I had a great time on BBC Radio Wales recently, a little thing they do called ‘Foodie Friday’.  It was the wonderful Eleri Sion show (although Tom was standing in) and we mainly talked about how accessible and incredible a vegan lifestyle is and coconut scones, but I did mention one of my very favourite dishes at the moment, a simple and really nutritious vegan frittata.  Plant power for all!!  I just had to share the recipe.

Tom mentioned that vegan food can be more time consuming to cook than a lump of meat with vegetables, which may well be true for some dishes, but this frittata is so easy and straightforward and as with all vegan cooking, substitutions can be made, things can be swapped, veggies played with, happiness unearthed, taste buds dance a merry jig.  It’s always easier when you’re done it, so lets do it!

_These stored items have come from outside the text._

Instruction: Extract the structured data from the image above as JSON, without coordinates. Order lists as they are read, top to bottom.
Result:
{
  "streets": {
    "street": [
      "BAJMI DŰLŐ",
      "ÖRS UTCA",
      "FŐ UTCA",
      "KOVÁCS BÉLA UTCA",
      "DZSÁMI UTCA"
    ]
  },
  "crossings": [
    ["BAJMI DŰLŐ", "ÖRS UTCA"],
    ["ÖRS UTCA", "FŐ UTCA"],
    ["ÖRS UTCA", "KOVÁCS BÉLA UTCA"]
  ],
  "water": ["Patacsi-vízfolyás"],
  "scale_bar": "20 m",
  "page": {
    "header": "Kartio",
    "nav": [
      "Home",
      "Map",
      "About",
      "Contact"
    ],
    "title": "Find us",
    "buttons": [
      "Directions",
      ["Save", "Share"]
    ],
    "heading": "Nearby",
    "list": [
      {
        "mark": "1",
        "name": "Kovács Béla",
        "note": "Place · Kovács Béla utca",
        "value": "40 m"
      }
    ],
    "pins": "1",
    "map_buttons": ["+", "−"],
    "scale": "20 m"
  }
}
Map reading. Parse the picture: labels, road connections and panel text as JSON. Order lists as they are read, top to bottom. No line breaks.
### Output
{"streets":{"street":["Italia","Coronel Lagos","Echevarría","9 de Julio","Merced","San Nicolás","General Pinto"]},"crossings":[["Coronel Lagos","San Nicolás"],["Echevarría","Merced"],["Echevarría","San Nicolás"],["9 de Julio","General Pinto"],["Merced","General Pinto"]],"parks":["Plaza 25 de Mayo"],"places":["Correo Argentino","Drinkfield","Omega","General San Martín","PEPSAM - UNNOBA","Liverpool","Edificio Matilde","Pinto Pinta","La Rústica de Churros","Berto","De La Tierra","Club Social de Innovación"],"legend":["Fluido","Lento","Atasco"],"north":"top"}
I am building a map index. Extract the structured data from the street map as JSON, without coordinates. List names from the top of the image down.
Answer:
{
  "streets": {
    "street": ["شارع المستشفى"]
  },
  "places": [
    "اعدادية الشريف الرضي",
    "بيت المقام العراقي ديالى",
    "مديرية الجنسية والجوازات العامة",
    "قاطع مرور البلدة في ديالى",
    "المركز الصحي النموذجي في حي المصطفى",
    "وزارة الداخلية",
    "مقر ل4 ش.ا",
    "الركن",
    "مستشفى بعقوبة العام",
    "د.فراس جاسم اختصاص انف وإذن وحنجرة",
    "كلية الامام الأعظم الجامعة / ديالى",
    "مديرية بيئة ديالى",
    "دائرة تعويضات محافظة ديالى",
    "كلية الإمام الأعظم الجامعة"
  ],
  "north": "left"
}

This is a lovely light Italian lunch with a twist.  I just can’t help myself!  Cumin seeds are one of my favourite ingredients (along with gram flour) and they bring a subtle and deep spice to this dish.  I know that cumin is not exactly traditionally Italian, but I’m sure they’ll forgive me!  Especially if they get to try this frittata.  Molto delizioso! (Which means pretty dang nice in Italian)

Spring is taking its gentle hold on North Wales and the nights are lighter and the sun is making reappearance after a long winter.  Its such a beautiful time of year and we are naturally turning to lighter foods.

This frittata is a brilliant way to use up gorgeous roasted vegetables, either freshly roasted or leftovers.  The other night, after some very posh curry and chips (see below), I pondered how to use the leftover potatoes.  It’s been a while since our last Spain time and I know Jane loved Potato Tortillas so this was a no brainer.  I know the art of romance, surprise frittata!

Posh chips and curry sauce - a Beach House classic made with local organic roasted potatoes and a spicy masala sauce (recipe from Peace & Parsnips)  Yumah!

Posh chips and curry sauce – a Beach House classic made with local organic roasted potatoes and a spicy masala sauce (recipe from Peace & Parsnips) Yumah!

Roasties!!!!!!!!

Roasties!!!!!!!!

A tortilla is basically a Spanish name for an unfolded omelette.  Most people will cook this in a pan and then grill it (this is also called a ‘Frittata’ in Italy or even a ‘Kuku’ in Iran – confused yet?!) but I’ve made it easier, pop it in the oven and all is well.  In fact, omellete’s seem to be a staple in most countries I visit, from North Africa to India, the world loves an omellete.  Making it a vegan delight is quick and easy.  I’ve cooked this for many non-vegans and they love it, a few glugs of olive oil for richness and no one misses those strange oval chicken things.

Looking good with a plenty of fresh coriander (although parsley is probably slightly more Italian)

Looking good with a plenty of fresh coriander (although parsley is probably slightly more Italian)

THATS LUNCH!

Frittata is very happy when paired with a grain salad and some green leaves.  That’s lunch!  I’ve made a little Farro and Canellini Bean Salad, packed with crunch and the wholesome feel of the farro, served with some top salad leaves from our local organic farm.  When the leaves are this good, with amazing vitality, fresh flavour and texture, I just give them a quick rinse and tear them up with my hands.  Finely slicing amazing salad leaves just seems like a waste.  I love to see their shapes.

FUTURE SALADS

I am constantly blown away by the diversity of flavours in the plant word and salad leaves, sprouts and cresses are a real joy for me.  At the recent Discovering Vegan Cooking Retreat that we ran at Trigonos, we were privileged to try a load of different cress and leaves.  The flavours were all over the shop, many shocking and delightful in equal measure; some subtle, some full-on.  All suggested that in the near future, salads will be getting much, much more interesting.  Trust me, you ain’t tried nothing like this!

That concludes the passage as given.